(Saved data entries)
--- START ---

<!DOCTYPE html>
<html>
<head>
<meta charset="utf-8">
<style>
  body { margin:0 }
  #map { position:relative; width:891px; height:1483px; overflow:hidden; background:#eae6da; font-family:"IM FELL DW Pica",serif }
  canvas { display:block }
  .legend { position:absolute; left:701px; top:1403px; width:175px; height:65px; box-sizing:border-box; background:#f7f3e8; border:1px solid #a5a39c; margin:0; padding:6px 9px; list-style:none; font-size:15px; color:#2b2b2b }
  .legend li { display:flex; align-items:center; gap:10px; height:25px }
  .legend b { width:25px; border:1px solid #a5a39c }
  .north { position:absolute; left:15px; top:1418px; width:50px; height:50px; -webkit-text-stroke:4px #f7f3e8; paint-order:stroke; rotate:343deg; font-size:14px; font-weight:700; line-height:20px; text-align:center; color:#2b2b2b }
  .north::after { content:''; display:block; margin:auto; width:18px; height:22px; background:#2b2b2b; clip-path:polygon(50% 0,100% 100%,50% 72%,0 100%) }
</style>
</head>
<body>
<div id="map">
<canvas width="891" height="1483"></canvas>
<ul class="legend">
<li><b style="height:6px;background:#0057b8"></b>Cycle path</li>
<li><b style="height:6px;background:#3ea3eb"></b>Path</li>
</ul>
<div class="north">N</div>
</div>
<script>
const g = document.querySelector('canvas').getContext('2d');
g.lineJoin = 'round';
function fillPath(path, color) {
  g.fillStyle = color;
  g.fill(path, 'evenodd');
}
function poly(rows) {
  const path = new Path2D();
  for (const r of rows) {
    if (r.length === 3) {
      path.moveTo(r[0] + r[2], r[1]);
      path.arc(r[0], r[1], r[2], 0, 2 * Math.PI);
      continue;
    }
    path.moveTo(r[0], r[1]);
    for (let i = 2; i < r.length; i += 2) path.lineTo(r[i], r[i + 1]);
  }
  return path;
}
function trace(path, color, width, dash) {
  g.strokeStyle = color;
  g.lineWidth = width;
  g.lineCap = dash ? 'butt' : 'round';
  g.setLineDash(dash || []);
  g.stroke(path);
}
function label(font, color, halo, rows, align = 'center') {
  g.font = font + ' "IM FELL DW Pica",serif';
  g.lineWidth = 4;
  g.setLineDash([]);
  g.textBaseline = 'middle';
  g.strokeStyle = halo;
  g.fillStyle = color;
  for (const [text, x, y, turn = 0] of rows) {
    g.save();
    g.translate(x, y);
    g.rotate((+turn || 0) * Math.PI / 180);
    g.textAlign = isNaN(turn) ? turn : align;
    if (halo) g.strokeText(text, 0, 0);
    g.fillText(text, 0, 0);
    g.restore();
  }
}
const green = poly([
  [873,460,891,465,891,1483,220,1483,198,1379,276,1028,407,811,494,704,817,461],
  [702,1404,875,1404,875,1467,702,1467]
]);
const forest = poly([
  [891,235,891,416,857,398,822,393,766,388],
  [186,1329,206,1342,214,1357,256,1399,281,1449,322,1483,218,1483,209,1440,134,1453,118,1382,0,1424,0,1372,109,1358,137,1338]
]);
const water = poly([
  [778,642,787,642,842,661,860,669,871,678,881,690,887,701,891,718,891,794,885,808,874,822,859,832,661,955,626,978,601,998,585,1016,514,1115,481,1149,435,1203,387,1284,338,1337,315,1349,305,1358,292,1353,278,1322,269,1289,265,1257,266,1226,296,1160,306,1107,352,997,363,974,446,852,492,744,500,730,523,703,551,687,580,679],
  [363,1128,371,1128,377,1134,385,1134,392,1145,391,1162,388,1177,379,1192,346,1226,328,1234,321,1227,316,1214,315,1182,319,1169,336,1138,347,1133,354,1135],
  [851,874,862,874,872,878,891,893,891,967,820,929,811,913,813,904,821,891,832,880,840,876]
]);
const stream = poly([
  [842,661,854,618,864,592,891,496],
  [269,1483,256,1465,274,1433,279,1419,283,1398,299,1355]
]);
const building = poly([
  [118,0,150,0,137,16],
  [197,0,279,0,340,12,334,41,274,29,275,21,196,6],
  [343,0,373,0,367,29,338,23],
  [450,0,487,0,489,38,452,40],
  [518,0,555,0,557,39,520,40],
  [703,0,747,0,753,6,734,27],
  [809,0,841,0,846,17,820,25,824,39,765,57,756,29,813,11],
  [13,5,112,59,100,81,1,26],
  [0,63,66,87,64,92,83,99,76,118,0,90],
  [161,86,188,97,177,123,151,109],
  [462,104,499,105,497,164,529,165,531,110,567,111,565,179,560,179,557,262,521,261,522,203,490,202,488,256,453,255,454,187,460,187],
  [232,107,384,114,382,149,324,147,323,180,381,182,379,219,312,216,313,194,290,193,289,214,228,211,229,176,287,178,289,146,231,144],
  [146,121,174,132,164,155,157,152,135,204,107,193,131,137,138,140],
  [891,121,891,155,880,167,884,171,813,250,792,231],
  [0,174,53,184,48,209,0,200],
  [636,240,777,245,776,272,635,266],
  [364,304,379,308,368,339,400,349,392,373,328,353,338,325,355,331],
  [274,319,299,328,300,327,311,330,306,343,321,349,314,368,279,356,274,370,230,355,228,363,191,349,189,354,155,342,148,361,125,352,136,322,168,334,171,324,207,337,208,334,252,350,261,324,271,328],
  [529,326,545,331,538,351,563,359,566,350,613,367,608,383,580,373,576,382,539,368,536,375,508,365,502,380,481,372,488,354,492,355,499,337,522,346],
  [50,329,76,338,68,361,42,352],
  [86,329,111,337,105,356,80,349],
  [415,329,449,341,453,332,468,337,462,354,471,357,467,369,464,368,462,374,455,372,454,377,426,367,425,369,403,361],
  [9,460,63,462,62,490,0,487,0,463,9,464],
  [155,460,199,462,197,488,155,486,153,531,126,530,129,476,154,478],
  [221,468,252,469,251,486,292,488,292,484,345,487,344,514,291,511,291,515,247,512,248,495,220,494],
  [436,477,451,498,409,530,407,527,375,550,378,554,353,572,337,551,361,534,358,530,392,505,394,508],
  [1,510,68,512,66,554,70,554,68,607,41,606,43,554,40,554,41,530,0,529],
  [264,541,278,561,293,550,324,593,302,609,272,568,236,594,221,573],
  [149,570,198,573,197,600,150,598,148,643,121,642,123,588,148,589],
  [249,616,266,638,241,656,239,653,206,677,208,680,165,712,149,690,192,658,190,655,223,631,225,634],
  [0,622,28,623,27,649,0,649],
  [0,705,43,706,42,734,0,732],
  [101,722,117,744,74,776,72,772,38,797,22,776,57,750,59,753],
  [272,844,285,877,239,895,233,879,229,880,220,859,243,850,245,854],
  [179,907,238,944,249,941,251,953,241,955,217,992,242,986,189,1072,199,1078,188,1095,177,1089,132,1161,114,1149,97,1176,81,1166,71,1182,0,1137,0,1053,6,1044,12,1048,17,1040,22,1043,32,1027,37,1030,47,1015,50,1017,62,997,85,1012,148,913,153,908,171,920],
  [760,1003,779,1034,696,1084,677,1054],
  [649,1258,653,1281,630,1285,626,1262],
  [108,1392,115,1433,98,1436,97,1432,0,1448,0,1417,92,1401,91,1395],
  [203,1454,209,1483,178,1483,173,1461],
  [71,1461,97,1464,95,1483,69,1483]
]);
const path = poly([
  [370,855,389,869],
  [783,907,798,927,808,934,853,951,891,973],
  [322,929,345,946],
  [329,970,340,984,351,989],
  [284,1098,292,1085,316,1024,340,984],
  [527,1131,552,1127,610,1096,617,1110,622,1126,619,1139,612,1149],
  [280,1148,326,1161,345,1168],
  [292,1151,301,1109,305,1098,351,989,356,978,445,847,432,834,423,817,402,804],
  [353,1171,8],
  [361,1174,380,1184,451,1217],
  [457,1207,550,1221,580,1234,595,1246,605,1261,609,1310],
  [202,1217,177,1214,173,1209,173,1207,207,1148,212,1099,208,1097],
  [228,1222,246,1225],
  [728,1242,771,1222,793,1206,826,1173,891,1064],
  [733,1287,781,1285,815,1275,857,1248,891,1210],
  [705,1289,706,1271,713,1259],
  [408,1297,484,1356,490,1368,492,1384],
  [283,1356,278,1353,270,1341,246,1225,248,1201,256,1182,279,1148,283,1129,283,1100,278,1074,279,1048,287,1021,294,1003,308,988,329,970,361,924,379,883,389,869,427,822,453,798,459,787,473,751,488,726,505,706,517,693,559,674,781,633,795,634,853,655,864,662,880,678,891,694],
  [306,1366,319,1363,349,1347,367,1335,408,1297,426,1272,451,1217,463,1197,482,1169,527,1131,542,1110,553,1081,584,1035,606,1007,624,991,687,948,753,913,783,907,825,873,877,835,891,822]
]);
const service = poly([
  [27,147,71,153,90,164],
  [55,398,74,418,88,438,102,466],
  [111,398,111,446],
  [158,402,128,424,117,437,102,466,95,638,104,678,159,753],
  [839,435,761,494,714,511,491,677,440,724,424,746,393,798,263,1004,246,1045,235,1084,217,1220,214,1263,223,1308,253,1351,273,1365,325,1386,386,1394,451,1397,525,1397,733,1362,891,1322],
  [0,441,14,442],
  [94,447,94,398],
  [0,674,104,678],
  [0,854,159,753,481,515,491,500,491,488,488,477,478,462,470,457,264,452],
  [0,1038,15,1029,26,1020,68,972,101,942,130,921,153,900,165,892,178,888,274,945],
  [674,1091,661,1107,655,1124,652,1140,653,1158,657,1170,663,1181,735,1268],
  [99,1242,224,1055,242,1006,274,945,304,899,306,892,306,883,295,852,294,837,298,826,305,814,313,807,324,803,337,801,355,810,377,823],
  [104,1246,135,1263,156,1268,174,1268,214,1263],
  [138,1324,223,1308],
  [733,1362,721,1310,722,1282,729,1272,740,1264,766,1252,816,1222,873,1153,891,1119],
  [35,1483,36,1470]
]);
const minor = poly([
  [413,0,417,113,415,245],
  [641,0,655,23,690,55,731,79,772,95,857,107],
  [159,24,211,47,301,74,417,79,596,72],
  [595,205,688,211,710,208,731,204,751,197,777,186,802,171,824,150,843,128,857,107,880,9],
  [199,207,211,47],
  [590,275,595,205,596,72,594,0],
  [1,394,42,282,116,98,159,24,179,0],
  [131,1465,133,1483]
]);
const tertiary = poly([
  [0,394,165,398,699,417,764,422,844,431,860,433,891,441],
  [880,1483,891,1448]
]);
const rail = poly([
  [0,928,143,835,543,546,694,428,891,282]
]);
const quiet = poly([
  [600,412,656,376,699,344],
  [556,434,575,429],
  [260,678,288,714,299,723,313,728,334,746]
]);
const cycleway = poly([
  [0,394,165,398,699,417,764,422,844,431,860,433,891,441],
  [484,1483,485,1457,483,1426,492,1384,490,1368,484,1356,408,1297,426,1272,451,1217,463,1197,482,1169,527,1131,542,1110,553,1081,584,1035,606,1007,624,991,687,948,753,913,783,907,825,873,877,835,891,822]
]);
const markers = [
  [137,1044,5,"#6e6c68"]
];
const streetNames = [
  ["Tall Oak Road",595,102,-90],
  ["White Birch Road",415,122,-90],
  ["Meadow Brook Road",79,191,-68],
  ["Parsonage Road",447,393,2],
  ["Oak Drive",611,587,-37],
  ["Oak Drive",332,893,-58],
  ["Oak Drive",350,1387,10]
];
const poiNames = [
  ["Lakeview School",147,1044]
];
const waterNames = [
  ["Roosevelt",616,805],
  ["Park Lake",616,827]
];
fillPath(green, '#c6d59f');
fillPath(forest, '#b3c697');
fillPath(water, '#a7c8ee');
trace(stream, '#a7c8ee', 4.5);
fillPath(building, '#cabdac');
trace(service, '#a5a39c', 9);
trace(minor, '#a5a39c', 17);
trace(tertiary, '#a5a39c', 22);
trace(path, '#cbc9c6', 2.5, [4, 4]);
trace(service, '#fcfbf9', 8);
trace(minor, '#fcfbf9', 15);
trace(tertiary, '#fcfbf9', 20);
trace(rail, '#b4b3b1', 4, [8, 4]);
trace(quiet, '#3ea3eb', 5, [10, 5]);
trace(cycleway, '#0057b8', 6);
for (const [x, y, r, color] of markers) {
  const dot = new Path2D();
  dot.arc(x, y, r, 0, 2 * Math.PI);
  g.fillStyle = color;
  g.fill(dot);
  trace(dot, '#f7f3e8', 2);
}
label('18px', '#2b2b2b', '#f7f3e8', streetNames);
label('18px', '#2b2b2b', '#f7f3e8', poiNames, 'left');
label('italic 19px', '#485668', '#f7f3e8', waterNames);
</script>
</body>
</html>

--- END ---

The problem » In the entries above, find each line with the word "moveTo" and copy it.

Task output »
      path.moveTo(r[0] + r[2], r[1]);
    path.moveTo(r[0], r[1]);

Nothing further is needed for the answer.